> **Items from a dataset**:
......
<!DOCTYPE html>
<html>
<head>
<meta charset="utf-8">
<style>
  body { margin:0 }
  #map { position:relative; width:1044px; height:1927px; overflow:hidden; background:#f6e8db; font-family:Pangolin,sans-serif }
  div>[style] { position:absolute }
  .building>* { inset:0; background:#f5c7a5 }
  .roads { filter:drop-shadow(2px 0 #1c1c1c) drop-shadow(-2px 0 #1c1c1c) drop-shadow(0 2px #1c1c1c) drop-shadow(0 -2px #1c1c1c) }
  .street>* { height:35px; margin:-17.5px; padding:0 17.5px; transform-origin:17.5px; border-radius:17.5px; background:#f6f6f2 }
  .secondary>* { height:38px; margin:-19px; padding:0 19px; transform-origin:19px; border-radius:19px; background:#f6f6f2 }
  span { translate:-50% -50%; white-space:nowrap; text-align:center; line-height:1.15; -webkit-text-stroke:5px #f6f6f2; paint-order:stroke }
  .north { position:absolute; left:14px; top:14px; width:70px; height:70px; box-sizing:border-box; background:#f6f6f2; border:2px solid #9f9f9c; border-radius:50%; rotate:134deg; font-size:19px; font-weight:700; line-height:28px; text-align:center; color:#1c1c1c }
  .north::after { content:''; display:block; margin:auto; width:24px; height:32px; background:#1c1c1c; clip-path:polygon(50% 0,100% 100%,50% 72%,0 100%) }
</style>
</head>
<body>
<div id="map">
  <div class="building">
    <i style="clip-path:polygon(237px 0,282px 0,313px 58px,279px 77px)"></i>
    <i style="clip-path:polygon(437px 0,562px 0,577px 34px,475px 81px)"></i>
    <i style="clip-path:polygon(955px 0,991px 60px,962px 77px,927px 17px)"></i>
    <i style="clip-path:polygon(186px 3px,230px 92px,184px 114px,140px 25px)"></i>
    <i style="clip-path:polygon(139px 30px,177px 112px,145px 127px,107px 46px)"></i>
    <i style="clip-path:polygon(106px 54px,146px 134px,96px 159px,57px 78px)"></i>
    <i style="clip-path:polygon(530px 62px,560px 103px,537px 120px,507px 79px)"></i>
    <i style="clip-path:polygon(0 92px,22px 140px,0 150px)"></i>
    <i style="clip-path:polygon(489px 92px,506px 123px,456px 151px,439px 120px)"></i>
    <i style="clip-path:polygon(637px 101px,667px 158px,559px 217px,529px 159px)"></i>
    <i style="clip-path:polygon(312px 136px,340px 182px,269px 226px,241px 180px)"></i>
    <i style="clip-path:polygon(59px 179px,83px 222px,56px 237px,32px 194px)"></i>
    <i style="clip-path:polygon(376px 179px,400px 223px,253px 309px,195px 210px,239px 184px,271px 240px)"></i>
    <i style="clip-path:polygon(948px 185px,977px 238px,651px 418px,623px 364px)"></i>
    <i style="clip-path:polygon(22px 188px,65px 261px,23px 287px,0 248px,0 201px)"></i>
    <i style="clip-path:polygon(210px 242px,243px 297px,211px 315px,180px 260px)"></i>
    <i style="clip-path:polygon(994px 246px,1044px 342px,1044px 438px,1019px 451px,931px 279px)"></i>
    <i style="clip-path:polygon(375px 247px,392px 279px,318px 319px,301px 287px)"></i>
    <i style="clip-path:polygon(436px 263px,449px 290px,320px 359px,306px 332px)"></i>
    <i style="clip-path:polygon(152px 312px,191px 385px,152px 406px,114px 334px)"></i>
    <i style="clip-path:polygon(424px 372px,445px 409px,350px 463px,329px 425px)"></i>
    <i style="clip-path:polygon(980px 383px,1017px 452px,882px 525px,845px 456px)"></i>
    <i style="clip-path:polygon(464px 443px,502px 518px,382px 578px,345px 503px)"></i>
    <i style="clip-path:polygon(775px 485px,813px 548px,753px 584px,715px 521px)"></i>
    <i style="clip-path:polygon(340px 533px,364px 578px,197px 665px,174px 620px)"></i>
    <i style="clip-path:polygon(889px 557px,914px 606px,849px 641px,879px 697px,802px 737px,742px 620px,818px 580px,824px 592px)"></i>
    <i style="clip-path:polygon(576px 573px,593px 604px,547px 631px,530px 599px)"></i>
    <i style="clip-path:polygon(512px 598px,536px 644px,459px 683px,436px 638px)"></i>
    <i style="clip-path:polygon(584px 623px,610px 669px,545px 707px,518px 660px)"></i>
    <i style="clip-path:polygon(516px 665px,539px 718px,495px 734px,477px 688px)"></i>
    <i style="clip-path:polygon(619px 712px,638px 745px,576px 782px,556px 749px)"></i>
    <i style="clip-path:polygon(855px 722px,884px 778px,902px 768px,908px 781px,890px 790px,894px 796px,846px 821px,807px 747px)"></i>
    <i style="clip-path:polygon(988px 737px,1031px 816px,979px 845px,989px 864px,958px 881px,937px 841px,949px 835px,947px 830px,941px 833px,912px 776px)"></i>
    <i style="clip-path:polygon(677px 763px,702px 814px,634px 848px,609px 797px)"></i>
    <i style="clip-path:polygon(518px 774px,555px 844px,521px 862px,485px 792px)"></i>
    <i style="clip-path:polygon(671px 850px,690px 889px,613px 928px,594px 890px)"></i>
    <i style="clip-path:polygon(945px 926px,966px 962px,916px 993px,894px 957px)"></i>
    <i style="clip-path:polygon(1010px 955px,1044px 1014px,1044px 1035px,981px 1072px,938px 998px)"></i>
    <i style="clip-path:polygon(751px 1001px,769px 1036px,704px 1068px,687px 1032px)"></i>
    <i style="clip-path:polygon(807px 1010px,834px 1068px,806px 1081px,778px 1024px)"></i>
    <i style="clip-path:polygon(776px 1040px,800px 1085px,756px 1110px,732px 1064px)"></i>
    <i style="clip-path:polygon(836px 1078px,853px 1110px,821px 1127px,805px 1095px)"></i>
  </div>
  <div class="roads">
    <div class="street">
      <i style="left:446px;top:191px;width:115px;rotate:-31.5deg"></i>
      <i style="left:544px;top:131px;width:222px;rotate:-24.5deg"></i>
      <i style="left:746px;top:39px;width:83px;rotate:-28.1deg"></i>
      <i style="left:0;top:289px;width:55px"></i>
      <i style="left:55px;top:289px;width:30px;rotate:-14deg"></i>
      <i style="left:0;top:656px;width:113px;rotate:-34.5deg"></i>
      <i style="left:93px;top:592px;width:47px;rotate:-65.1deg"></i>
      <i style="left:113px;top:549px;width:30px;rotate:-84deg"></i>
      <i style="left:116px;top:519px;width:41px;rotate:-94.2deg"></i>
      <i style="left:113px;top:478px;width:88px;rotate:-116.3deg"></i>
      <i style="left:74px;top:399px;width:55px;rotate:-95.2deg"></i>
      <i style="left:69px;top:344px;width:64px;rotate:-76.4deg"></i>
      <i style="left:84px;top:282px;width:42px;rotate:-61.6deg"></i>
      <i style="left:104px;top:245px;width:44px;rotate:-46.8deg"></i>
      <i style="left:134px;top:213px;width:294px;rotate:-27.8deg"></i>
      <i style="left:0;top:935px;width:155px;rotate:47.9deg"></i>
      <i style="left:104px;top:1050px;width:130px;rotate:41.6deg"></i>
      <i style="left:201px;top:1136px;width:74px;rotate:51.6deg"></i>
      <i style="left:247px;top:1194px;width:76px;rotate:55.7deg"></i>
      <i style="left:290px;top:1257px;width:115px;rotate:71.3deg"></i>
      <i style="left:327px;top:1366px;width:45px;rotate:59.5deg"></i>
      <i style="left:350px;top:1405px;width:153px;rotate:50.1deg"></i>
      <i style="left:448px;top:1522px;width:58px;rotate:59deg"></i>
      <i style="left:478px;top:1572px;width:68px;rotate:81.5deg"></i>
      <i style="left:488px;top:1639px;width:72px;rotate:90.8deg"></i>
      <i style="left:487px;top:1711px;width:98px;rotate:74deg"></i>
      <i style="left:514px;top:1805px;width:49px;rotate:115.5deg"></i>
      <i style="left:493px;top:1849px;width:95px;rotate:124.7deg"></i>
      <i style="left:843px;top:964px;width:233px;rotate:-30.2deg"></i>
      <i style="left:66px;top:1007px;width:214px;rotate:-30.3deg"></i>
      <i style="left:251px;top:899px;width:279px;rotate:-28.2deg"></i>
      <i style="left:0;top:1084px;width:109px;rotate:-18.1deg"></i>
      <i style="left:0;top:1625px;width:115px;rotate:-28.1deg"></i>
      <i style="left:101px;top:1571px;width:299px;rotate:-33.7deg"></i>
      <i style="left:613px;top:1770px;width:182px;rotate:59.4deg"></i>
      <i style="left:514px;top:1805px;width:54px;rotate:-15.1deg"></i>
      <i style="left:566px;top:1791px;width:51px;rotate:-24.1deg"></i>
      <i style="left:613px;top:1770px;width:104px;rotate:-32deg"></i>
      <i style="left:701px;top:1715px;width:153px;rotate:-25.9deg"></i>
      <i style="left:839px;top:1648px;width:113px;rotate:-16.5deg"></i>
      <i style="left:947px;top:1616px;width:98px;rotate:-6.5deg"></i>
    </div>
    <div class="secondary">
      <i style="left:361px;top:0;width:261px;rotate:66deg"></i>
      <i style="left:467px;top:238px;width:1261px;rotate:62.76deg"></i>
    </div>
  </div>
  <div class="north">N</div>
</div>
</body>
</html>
......
Exact copies of the lines from the start of the data up to the line holding "position:relative; width:1044px; height:1927px;", both included, are all that is needed.

<!DOCTYPE html>
<html>
<head>
<meta charset="utf-8">
<style>
  body { margin:0 }
  #map { position:relative; width:1044px; height:1927px; overflow:hidden; background:#f6e8db; font-family:Pangolin,sans-serif }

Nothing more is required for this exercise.